I think it's so important to be able to hear about our various routes to diagnosis. Hindsight is great...but certainly when you have the unhelpful responses from doctors that you did I think you have to remember that they are at least as fallible and culpable for late diagnosis as we are so don't beat yourself up

Has your fistula healed? If not I know many forum members have great experiences with Remicade for healing fistulas.

Hope you find that right combination of treatments for you to get you back to good health.

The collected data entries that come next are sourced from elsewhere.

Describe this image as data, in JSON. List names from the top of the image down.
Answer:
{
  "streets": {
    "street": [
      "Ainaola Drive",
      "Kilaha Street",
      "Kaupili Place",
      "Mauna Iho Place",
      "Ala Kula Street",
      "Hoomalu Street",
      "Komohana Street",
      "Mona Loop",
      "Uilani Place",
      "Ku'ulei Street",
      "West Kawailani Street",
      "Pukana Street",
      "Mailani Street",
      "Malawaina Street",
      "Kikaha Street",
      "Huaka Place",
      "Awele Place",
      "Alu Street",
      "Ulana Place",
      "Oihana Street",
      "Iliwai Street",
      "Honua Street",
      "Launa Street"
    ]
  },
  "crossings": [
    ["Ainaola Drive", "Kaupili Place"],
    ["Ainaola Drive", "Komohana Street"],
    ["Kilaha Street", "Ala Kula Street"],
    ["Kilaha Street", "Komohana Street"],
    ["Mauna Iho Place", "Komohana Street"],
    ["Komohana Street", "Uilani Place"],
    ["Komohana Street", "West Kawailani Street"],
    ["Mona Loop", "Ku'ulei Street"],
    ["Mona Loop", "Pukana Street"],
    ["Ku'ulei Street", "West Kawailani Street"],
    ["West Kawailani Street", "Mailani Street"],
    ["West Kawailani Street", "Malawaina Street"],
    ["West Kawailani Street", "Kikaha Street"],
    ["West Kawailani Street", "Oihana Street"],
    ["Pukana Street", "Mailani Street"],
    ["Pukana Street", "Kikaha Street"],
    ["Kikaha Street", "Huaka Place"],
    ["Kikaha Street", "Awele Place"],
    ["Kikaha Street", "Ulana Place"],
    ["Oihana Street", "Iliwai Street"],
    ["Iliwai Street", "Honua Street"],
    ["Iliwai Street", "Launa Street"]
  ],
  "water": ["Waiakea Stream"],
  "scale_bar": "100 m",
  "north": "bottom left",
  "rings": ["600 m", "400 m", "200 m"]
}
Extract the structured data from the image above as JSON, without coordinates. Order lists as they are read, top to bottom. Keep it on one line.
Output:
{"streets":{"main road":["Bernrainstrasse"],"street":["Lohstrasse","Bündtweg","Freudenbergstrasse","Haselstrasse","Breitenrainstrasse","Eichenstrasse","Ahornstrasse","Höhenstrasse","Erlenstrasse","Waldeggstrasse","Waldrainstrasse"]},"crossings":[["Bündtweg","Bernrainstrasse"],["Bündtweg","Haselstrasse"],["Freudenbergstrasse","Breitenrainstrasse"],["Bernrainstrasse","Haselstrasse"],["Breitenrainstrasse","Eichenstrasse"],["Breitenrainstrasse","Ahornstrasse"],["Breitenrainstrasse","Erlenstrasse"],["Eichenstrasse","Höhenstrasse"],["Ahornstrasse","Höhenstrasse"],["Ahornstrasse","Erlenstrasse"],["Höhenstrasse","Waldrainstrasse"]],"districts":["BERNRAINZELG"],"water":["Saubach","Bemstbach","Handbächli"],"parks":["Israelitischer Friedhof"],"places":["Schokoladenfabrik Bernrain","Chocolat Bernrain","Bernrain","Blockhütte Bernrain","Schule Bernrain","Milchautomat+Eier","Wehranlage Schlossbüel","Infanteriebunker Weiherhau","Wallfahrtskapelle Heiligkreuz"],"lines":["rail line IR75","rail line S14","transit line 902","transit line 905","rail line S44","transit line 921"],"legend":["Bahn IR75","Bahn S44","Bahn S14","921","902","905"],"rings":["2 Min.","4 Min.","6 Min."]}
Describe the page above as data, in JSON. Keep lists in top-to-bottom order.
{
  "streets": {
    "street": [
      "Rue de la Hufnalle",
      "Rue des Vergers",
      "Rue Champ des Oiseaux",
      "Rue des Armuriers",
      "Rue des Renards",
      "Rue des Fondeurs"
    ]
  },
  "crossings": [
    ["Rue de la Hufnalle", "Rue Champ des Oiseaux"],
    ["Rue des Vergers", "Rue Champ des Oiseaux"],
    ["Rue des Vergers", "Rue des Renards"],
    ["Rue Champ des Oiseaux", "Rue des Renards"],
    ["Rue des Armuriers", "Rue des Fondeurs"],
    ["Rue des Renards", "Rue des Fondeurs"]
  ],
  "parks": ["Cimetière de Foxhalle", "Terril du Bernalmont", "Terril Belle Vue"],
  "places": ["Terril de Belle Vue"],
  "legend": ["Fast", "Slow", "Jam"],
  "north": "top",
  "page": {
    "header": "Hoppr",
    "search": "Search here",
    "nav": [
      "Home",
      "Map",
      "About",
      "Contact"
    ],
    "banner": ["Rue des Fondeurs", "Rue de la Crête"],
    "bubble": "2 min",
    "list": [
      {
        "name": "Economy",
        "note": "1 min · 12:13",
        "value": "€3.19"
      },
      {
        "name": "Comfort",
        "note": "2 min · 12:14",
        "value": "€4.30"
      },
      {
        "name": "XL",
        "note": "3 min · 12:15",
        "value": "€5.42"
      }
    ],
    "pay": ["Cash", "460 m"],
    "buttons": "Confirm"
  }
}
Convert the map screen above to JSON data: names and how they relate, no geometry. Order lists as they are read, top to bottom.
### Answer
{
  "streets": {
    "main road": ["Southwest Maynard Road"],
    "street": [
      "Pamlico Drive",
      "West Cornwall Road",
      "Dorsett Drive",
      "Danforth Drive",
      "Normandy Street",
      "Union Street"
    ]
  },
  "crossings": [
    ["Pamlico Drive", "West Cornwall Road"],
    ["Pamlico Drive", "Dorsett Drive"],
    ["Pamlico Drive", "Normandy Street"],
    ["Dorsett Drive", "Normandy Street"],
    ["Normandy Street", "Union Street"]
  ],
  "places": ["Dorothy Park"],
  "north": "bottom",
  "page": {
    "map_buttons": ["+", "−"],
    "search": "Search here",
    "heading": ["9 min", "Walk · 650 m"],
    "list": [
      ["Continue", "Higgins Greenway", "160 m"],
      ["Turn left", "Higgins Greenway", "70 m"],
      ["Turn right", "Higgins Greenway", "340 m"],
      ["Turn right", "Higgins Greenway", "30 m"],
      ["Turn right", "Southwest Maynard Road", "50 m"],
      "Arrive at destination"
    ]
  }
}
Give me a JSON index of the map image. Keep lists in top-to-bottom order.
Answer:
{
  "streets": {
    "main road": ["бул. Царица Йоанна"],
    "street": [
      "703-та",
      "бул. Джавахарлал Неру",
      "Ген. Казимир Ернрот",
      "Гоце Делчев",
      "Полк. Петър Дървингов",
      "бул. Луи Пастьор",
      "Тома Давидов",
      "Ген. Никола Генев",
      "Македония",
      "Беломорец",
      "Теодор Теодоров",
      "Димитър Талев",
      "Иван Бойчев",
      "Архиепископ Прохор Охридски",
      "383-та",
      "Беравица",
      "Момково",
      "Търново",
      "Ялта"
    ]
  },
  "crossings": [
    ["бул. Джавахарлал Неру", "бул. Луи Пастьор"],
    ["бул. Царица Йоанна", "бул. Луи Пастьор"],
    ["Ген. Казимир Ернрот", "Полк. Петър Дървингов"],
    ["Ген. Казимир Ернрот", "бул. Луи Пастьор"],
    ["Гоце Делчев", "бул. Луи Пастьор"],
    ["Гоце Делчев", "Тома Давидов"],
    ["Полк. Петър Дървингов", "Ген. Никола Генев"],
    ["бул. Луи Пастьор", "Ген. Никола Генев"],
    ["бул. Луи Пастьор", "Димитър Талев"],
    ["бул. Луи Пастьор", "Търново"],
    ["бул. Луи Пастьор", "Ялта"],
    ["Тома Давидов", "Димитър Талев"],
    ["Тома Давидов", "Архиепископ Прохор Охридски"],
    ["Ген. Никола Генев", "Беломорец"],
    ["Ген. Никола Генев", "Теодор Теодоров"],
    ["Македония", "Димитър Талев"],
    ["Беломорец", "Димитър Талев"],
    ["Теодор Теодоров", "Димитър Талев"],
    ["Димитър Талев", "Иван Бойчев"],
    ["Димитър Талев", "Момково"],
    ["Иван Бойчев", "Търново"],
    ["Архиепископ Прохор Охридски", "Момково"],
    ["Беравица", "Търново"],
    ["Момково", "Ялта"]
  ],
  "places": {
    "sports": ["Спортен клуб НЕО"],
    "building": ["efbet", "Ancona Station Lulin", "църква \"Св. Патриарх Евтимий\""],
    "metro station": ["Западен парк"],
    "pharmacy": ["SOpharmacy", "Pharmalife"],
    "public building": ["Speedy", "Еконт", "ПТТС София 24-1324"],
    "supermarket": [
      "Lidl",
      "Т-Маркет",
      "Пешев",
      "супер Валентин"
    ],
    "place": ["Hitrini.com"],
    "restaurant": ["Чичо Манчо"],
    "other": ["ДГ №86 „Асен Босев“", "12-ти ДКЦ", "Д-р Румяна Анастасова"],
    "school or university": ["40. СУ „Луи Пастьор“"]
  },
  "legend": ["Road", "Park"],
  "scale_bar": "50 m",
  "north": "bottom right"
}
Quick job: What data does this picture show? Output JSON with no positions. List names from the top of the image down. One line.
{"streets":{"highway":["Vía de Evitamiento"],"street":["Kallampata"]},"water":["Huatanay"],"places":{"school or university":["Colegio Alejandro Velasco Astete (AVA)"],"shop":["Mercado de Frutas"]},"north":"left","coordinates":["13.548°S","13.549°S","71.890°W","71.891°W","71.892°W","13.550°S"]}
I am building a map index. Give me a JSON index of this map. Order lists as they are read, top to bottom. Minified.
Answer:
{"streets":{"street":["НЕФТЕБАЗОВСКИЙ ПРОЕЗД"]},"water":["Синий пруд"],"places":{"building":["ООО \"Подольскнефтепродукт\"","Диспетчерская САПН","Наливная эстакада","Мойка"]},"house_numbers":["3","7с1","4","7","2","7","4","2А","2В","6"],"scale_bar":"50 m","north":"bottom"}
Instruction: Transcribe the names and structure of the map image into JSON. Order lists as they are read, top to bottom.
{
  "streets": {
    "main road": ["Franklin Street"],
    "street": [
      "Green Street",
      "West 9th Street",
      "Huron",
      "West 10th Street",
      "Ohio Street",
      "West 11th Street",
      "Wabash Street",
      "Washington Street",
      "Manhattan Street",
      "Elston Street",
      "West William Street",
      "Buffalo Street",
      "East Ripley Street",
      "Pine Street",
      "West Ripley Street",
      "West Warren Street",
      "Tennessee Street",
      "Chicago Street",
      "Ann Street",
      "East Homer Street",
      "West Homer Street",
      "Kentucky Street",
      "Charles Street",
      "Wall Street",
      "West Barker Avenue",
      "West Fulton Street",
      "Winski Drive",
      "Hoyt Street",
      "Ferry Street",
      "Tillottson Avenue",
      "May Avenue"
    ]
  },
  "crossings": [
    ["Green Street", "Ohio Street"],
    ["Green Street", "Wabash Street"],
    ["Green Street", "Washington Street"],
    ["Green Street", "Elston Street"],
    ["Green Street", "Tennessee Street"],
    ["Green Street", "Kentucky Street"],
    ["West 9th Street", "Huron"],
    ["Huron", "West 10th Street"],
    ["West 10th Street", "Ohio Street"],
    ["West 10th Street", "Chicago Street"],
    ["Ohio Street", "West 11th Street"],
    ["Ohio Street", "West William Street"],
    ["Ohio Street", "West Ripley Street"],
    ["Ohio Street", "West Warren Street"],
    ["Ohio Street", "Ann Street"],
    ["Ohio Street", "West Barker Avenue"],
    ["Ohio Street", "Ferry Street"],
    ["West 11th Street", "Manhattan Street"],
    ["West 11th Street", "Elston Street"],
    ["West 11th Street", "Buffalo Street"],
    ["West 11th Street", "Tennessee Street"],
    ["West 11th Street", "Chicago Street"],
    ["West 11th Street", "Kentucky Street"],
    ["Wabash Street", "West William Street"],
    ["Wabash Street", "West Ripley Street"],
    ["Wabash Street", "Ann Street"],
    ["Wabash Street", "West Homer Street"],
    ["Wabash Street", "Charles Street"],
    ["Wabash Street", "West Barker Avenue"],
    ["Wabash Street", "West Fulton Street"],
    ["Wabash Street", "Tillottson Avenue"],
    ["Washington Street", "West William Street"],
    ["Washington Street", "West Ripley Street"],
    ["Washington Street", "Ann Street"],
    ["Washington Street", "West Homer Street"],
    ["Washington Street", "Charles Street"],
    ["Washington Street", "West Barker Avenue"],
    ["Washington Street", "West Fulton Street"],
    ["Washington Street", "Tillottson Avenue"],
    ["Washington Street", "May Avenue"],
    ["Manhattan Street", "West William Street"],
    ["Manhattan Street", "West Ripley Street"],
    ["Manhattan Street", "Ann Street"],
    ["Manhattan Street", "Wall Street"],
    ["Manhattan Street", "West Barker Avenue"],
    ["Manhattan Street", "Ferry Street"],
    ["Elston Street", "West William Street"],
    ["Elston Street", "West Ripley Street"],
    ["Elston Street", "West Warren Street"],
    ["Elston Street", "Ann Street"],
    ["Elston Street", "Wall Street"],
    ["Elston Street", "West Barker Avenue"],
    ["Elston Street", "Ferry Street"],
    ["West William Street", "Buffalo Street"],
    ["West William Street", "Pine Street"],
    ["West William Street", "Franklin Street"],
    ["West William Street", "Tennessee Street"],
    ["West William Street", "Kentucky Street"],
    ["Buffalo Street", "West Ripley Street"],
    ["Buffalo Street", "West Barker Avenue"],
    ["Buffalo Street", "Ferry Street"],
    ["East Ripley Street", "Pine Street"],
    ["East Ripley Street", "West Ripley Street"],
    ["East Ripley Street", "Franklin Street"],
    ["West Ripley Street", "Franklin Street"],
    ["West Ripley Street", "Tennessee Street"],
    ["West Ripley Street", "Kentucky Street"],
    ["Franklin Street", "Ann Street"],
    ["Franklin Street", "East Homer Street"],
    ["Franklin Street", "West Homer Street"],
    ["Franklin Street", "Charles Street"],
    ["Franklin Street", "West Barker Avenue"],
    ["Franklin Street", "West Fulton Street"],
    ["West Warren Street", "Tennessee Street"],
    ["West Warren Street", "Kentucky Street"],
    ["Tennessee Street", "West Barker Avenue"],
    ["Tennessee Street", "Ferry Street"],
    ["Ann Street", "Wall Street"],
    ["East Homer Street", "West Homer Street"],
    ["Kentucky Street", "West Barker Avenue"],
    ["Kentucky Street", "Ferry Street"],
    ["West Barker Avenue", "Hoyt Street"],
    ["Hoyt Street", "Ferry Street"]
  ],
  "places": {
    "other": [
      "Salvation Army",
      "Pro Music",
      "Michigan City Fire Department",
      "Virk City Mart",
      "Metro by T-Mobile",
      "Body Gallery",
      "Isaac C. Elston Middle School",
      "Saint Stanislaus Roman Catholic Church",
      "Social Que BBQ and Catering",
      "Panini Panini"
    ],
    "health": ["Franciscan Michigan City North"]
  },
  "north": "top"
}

What sort of monitoring do your docs do in terms of bloodwork, fecal calprotectin and imaging? What goals are they setting for remission for you?

Best of luck
__________________
Stricturing jejunoileitis dx 1996 aged 17
Current treatment: stem cell transplant
Previous treatment: Humira + methotrexate
Past treatments: prednisolone, azathioprine, budesonide, pentasa, EEN (oral and NG), elimination diet, SCD, whipworms, 6mp, Remicade, anti-MAP antibiotic therapy
Surgeries: small bowel resection and strictureplasties in 2001, 2005, 2009, 2014
07-10-2015, 12:53 AM   #4
Rohmer
 
Join Date: Jul 2015
Location: Melbourne, Victoria, Australia
Thanks for the replies, this forum really is a great resource for information & support.

I'm not sure if the fistula has healed... it's still draining a bit so I'm guessing not? I'm seeing the surgeon soon who'll assess the whole situation with that and the Seton.

I've had quite a few bloodtests, at the moment they're every month or so. Just did my third calprotectin test, although I don't think the results will be very good as my symptoms have flared up in the past 3-4 weeks so there's probably a lot of inflammation. Had two MRI's done re: imaging, and the second one apparently showed that I didn't have other fistulas forming, which was good. I haven't been given much of a timeline for remission, although I think the doc's are hopeful that I can get things under control with the Aza, and if that doesn't work, onto the Infliximab.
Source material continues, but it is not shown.